**Collected data**
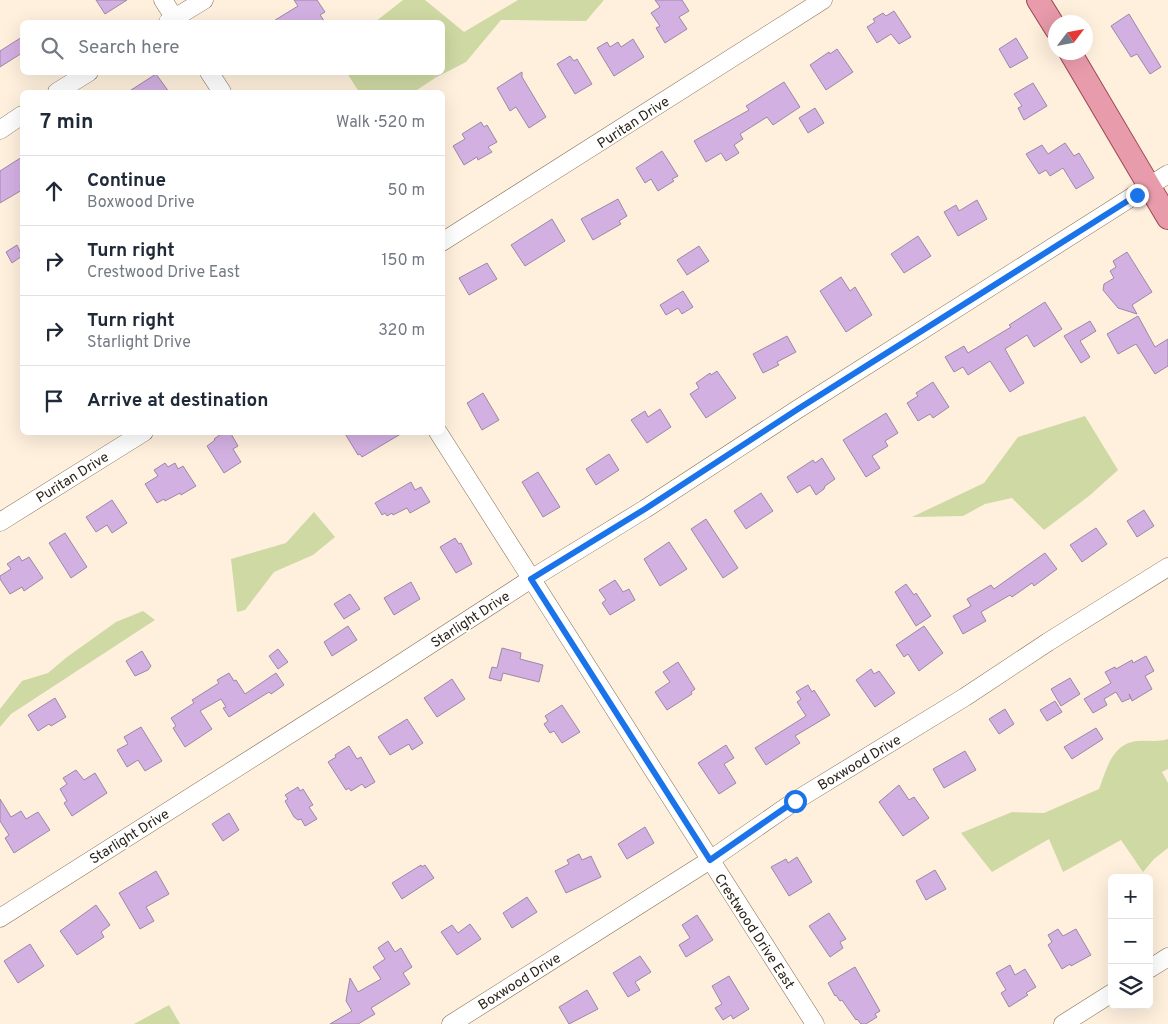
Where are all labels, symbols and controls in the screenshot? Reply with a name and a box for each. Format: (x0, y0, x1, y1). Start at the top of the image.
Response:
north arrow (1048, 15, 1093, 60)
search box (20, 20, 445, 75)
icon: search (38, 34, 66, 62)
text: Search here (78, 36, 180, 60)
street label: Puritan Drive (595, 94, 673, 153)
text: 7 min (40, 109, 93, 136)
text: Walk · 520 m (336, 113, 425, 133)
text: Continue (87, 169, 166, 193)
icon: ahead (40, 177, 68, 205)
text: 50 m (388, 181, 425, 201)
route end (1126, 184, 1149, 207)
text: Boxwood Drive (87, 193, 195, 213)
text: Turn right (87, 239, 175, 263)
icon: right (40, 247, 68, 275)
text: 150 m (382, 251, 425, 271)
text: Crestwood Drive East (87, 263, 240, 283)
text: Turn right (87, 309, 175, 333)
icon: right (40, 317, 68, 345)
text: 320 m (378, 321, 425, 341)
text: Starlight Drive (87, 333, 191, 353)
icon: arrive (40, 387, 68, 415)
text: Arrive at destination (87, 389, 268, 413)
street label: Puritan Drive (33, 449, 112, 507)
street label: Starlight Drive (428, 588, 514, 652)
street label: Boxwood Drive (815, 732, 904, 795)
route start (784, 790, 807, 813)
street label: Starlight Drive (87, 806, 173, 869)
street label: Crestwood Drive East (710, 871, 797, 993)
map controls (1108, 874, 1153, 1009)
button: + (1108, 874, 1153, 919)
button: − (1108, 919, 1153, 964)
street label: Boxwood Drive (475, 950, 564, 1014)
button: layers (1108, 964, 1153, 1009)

**What to produce**
Using the data above, tally each line that contains "East". Write only the total.

**Output**
2